Work and Play With GustoBlog / Produced by The High Calling
All human enterprise proceeds from the creative hand of God. The work of our hands and heads and hearts is but a reflection of the work of God in creation.
God places us on the planet for a short season in order "to be fruitful and multiply and replenish the earth," as the Genesis record reports. Such fruitful multiplying and replenishing always celebrates first the creativity of our Maker, and then, second, our own creativity. Our human work here and now, rightly understood, recapitulates the work God first demonstrated at the dawn of creation.
Because God created, we can too. Gerard Manley Hopkins says it right: "Glory be to God for . . . for landscape, plotted and pieced, and all trades, their gear and tackle and trim." Indeed, in all of our respective vocational doing, we are cocreators with God.

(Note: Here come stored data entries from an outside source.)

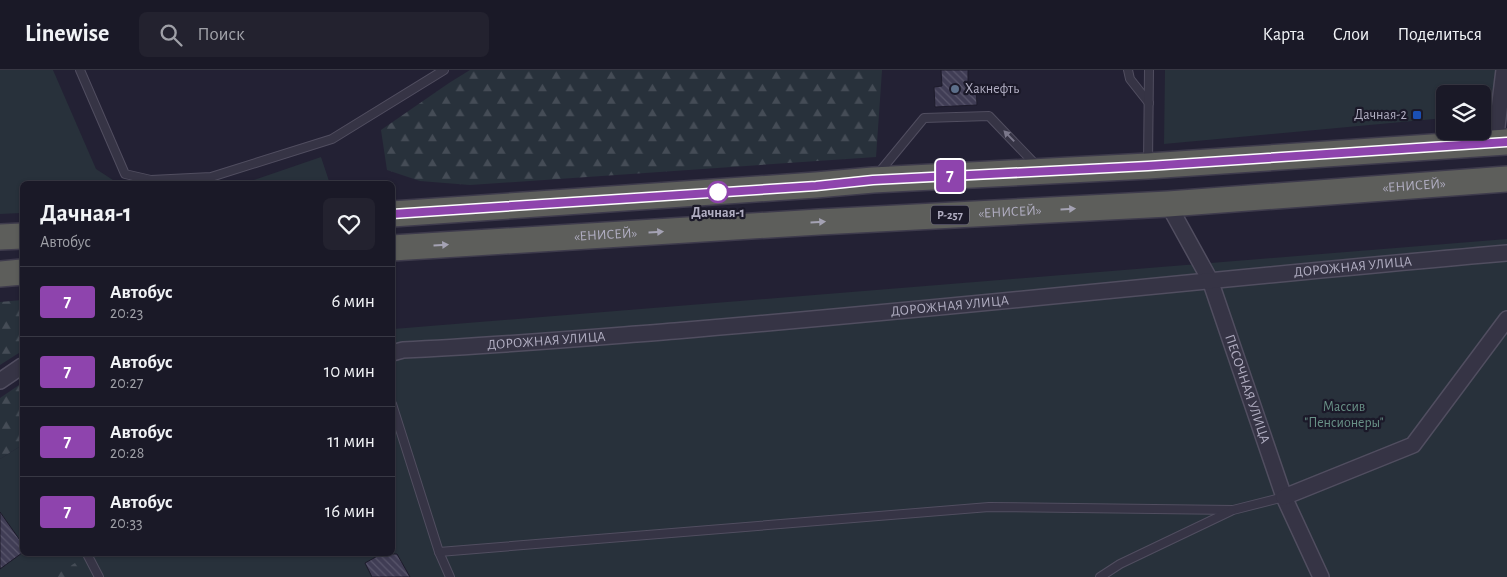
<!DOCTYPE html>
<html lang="ru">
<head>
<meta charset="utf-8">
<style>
	body { margin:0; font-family:"Alegreya Sans",sans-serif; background:#23222f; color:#f1f3f6; height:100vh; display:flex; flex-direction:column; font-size:19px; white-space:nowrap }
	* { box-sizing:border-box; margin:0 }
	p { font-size:16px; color:#9fa0a7 }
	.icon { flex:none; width:28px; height:28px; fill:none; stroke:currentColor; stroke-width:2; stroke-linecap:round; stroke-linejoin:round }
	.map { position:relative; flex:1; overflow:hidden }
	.side { position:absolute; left:20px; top:111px; width:375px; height:375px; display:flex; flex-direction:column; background:#1a1927; border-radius:8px; box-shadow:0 1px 4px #0004,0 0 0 1px #383844 }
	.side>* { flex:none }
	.badge { padding:0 10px; border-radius:4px; font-size:18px; line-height:32px }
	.fabs { position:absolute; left:1436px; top:15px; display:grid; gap:10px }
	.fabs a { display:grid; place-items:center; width:55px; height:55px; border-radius:8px; background:#1a1927; box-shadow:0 1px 4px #0004,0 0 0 1px #383844; font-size:25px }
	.map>.badge { position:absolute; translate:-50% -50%; box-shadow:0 0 0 2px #fff }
	.round { display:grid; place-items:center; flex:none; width:52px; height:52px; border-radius:8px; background:#23222f }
	.headline { display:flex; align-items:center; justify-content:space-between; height:85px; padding:0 20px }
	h1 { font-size:24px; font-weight:700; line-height:38px }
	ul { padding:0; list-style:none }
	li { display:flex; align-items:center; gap:15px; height:70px; padding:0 20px; border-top:1px solid #383844 }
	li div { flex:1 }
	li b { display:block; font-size:19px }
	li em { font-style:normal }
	li .badge { min-width:55px; font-weight:700; text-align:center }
	header { display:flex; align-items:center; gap:30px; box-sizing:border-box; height:70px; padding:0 25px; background:#1a1927; border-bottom:1px solid #383844 }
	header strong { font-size:24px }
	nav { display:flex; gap:28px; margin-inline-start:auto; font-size:18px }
	.search { width:350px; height:45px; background:#23222f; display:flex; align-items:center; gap:12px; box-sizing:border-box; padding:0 18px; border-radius:8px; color:#9fa0a7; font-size:19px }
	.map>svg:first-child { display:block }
</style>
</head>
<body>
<header>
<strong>Linewise</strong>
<div class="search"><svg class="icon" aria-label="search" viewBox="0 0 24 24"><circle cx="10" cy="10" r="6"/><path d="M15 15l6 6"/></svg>Поиск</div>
<nav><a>Карта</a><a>Слои</a><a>Поделиться</a></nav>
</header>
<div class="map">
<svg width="1507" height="507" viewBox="0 0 1507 507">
	<defs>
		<pattern id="forest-firs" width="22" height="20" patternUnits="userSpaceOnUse" patternTransform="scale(1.25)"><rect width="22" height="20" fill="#28313b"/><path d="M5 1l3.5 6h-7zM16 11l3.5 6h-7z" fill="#454c56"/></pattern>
		<pattern id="building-back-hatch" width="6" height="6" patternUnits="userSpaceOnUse" patternTransform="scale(1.25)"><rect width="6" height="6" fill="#403d55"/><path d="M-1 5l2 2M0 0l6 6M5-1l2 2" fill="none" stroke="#59566c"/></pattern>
	</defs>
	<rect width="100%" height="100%" fill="#232134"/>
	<g fill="#28313b">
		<polygon points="0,0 53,0 96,99 119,114 22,114 22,143 0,144"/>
		<polygon points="1165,0 1507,0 1507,44 1483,45 1482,24 1445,24 1445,48 1164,74"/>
		<polygon points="321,87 330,114 242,114"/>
		<polygon points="1507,169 1507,507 0,507 0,389 22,375 22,484 392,484 393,259"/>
	</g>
	<g fill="url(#forest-firs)">
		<polygon points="470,0 882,0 876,87 470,115 420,111 387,100 381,60 449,13"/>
		<polygon points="22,230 22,281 0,295 0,232"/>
		<polygon points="22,313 22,375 0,389 0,328"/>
		<polygon points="75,493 84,507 52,507"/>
	</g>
	<g fill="url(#building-back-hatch)" stroke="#1d1b2b">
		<polygon points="941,0 968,0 968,14 976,14 977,35 935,37 934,17 942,16"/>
		<polygon points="0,442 22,473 22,483 0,499"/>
		<polygon points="381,484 397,484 410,507 372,507 365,493"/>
	</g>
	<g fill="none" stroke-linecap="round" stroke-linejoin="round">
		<defs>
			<g id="service">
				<polyline points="80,0 125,104 151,110 211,107 332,69 444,0"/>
				<polyline points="1128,0 1130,9 1149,33"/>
				<polyline points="1148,93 1149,0"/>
				<polyline points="877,105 924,48 989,46 1037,96"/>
				<polyline points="392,334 439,482 450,507"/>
				<polyline points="439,482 989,437 1233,440 1284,427"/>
				<polyline points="87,484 99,507"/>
				<polyline points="1100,507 1120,494 1231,441"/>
			</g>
			<g id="minor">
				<polyline points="1495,73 1504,0"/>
				<path id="s1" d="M1168 134 1210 210 1284 427 1321 507"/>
				<path id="s2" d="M392 283 403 280C494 276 585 268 675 261 953 238 1230 207 1507 183"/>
				<polyline points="0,311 22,296"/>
				<polyline points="1284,427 1413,375 1507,249"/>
			</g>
			<g id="trunk">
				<polyline points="392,144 816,115 873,110 1148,96 1507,72"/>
				<polyline points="0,167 22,166"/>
				<path id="s3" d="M392 178 819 152 1168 134 1507 109"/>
				<polyline points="0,204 22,202"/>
			</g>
		</defs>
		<use href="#service" stroke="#514e60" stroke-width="10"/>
		<use href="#minor" stroke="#514e60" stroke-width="18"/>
		<use href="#trunk" stroke="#3e3b4c" stroke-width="28"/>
		<use href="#service" stroke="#363445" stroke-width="8"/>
		<use href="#minor" stroke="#363445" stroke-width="15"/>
		<use href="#trunk" stroke="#5d5e5b" stroke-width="25"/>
	</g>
	<defs><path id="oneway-solid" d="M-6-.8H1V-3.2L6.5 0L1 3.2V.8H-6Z" transform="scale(1.25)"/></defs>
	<use fill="#7a778a" href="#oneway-solid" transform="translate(1009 66) rotate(-134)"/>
	<g fill="#a4a2b3">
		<use href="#oneway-solid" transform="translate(1068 139) rotate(-3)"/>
		<use href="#oneway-solid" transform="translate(818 152) rotate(-3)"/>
		<use href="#oneway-solid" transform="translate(656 162) rotate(-4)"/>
		<use href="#oneway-solid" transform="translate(441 175) rotate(-4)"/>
	</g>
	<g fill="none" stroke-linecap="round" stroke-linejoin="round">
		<defs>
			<polyline id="line" points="392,144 816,116 873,110 1148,96 1507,72"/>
		</defs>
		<use href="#line" stroke="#fff" stroke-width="11"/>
		<use href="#line" stroke="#8e44ad" stroke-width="8"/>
	</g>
	<circle fill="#5c6f8a" stroke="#1b1929" stroke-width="2" cx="955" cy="19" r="5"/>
	<rect fill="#1a4fb4" stroke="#1b1929" stroke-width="2" x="1412" y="40" width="10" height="10" rx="2.5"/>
	<circle fill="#fff" stroke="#8e44ad" stroke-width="2.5" cx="718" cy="122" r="10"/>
	<g text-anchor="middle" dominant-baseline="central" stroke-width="4.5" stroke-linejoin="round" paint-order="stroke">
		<rect fill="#1b1929" stroke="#848194" stroke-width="1" x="931" y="135.5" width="38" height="19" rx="4"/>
		<g font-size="12" font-weight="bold" fill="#b1aec2">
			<text x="950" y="145">Р-257</text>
		</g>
		<g font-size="14" fill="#b1aec2" stroke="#1b1929" text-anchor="start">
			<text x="965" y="19">Хакнефть</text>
			<text x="1407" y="45" text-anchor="end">Дачная-2</text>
		</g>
		<g font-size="14" fill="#b1aec2" stroke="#1b1929">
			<text stroke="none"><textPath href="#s3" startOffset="1024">«ЕНИСЕЙ»</textPath></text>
			<text stroke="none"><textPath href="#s3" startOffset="619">«ЕНИСЕЙ»</textPath></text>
			<text stroke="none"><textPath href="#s3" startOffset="214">«ЕНИСЕЙ»</textPath></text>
			<text stroke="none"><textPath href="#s2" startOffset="965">ДОРОЖНАЯ УЛИЦА</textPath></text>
			<text stroke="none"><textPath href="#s2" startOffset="560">ДОРОЖНАЯ УЛИЦА</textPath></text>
			<text stroke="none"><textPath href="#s2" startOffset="155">ДОРОЖНАЯ УЛИЦА</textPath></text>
			<text stroke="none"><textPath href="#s1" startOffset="202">ПЕСОЧНАЯ УЛИЦА</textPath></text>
		</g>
		<g font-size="14" font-weight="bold" fill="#b1aec2" stroke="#1b1929">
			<text x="718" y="143">Дачная-1</text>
		</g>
		<g font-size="14" fill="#689086" stroke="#1b1929">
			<text x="1344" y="337">Массив<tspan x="1344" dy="16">"Пенсионеры"</tspan></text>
		</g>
	</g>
</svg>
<div class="fabs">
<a><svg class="icon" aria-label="layers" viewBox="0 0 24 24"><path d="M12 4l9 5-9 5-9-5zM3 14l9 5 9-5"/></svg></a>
</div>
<b class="badge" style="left:950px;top:106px;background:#8e44ad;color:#fff">7</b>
<section class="side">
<div class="headline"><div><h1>Дачная-1</h1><p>Автобус</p></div><a class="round"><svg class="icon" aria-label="heart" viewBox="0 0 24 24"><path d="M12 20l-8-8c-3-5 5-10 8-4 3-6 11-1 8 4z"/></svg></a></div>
<ul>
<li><span class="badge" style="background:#8e44ad;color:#fff">7</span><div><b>Автобус</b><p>20:23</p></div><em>6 мин</em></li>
<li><span class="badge" style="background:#8e44ad;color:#fff">7</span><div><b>Автобус</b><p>20:27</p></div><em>10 мин</em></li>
<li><span class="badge" style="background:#8e44ad;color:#fff">7</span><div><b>Автобус</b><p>20:28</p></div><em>11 мин</em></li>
<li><span class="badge" style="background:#8e44ad;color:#fff">7</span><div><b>Автобус</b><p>20:33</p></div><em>16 мин</em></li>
</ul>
</section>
</div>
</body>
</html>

But there is one basic difference between the work of God and our work: God's work is perfect while ours is only approximate. God's excellence is necessary, while ours is only possible. Because God is holy—whole, complete, perfect—God's production always has the quality of perfection.
Clearly, ours does not. The accountant's most careful auditing will miss a calculation somewhere. Even the best farmer plows a crooked furrow now and then. No master teacher exhausts a subject. No musician hits every last note. No manager meets every goal under budget.
This confusion of excellence with perfection is the source of much neurotic frustration in our work culture today. Complex psychological forces drive us. Obsessive vocational behavior is more depleting than replenishing. We often feel ever compelled toward greater and greater pursuits, more and more advancement, bigger and bigger accomplishment. Not content with the merely good, we want the great. We refer to this as "climbing the ladder," but it's a peculiar idiom: the reach never seems to produce a grasp.
So, we find ourselves lonely in our work, weary in our well-doing, competitive in our relationships, stuck in a never satisfied longing for more recognition and remuneration. We are unable to hear those most gratifying words, "Well done, good and faithful servant."
In short, we have defined excellence in terms of grandiosity rather than adequacy. Result? Misery.
I see this firsthand in my seminary teaching. My students are remarkably capable and often brilliant, but they mistakenly conclude that anything less than an A+ misses the mark. To grasp the material on an average or above average level is seen as failure to grasp the material at all. Theirs is a mentality of grades rather than grace. Is it any wonder such drivenness has infected even the church?
The "most excellent way" St. Paul so insightfully speaks of is not found by those who "understand all mysteries and all knowledge," but rather by the one who "bears all things, believes all things, hopes all things, endures all things." This is the only way that never fails.
The story is told of a little boy who was a minor character in the school play. His was not a scene-stealer role, but rather a bit part with one line. Still, the lad tackled his theatrical assignment with gusto. He practiced and rehearsed and went over and over and over his one line. Finally, the big day of the premier arrived, the play began, and the little boy entered the stage at his appointed time. He said his line and he said it well. Not too soon, not too late. Not too fast, not too slow. Not too loud, not too soft. He said his line, and he said it well.
We are on the planet as the boy was on the stage—for a brief moment. Chances are we aren't going to find the cure for cancer, or solve the Middle East crisis, or end world hunger, or usher in the Kingdom.
Let's just say our line. And say it well.